Aim of the exercise - The lines to reproduce run from the one containing "I am building" through the end of the records below. Reproduce them exactly and add nothing.

START Provided entries

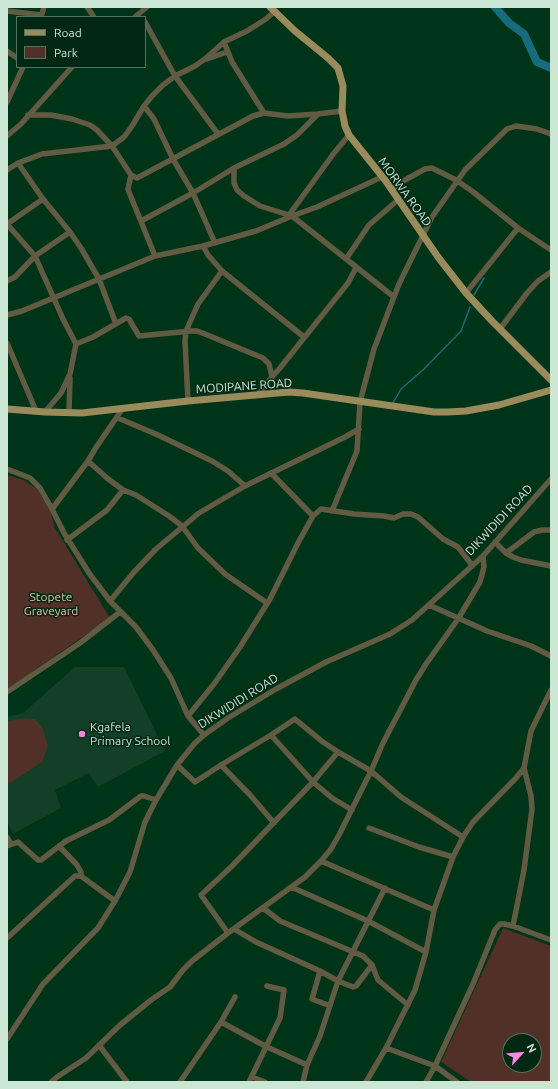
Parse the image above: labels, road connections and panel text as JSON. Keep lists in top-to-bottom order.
{
  "streets": {
    "main road": ["MORWA ROAD", "MODIPANE ROAD"],
    "street": ["DIKWIDIDI ROAD"]
  },
  "parks": ["Stopete Graveyard"],
  "places": ["Kgafela Primary School"],
  "legend": ["Road", "Park"],
  "north": "top right"
}
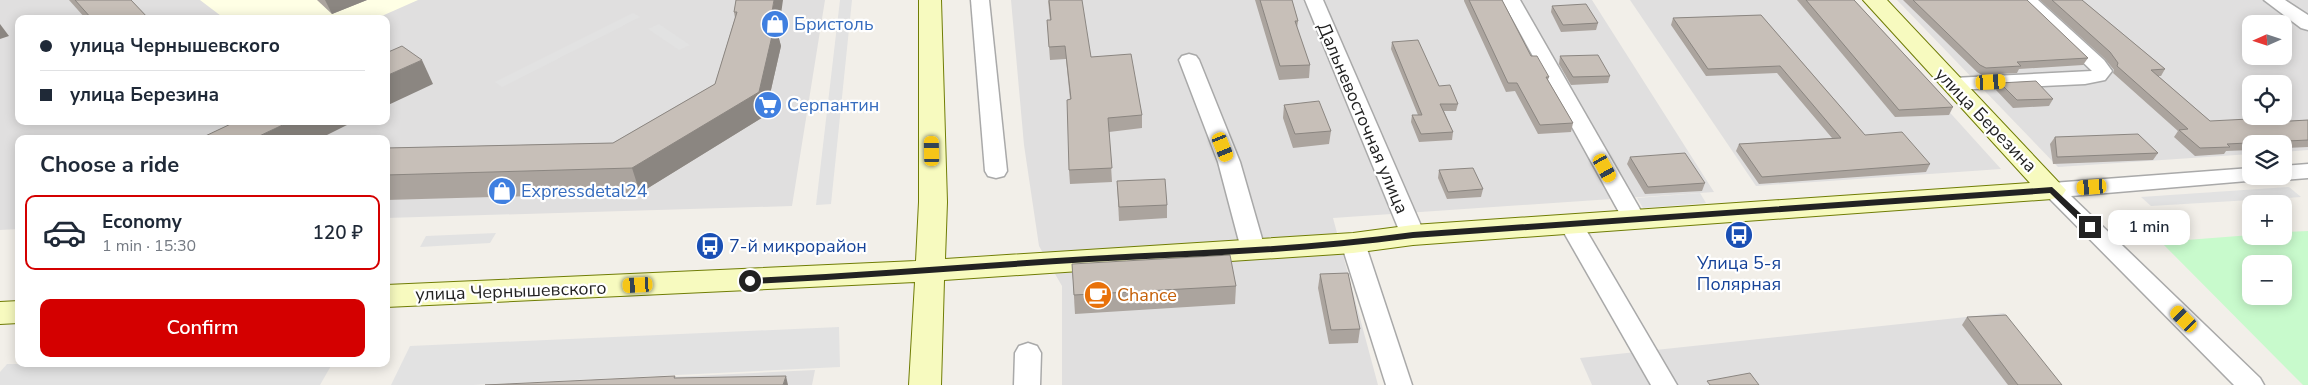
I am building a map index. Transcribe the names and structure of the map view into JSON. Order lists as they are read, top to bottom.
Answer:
{
  "streets": {
    "street": ["Дальневосточная улица", "улица Березина", "улица Чернышевского"]
  },
  "crossings": [
    ["Дальневосточная улица", "улица Чернышевского"],
    ["улица Березина", "улица Чернышевского"]
  ],
  "places": {
    "shop": ["Бристоль", "Expressdetal24"],
    "supermarket": ["Серпантин"],
    "bus stop": ["Улица 5-я Полярная", "7-й микрорайон"],
    "cafe": ["Chance"]
  },
  "north": "left",
  "page": {
    "map_buttons": ["+", "−"],
    "banner": ["улица Чернышевского", "улица Березина"],
    "heading": "Choose a ride",
    "list": [
      {
        "name": "Economy",
        "note": "1 min · 15:30",
        "value": "120 ₽"
      }
    ],
    "bubble": "1 min",
    "buttons": "Confirm"
  }
}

END Provided entries

The completed task -
I am building a map index. Transcribe the names and structure of the map view into JSON. Order lists as they are read, top to bottom.
Answer:
{
  "streets": {
    "street": ["Дальневосточная улица", "улица Березина", "улица Чернышевского"]
  },
  "crossings": [
    ["Дальневосточная улица", "улица Чернышевского"],
    ["улица Березина", "улица Чернышевского"]
  ],
  "places": {
    "shop": ["Бристоль", "Expressdetal24"],
    "supermarket": ["Серпантин"],
    "bus stop": ["Улица 5-я Полярная", "7-й микрорайон"],
    "cafe": ["Chance"]
  },
  "north": "left",
  "page": {
    "map_buttons": ["+", "−"],
    "banner": ["улица Чернышевского", "улица Березина"],
    "heading": "Choose a ride",
    "list": [
      {
        "name": "Economy",
        "note": "1 min · 15:30",
        "value": "120 ₽"
      }
    ],
    "bubble": "1 min",
    "buttons": "Confirm"
  }
}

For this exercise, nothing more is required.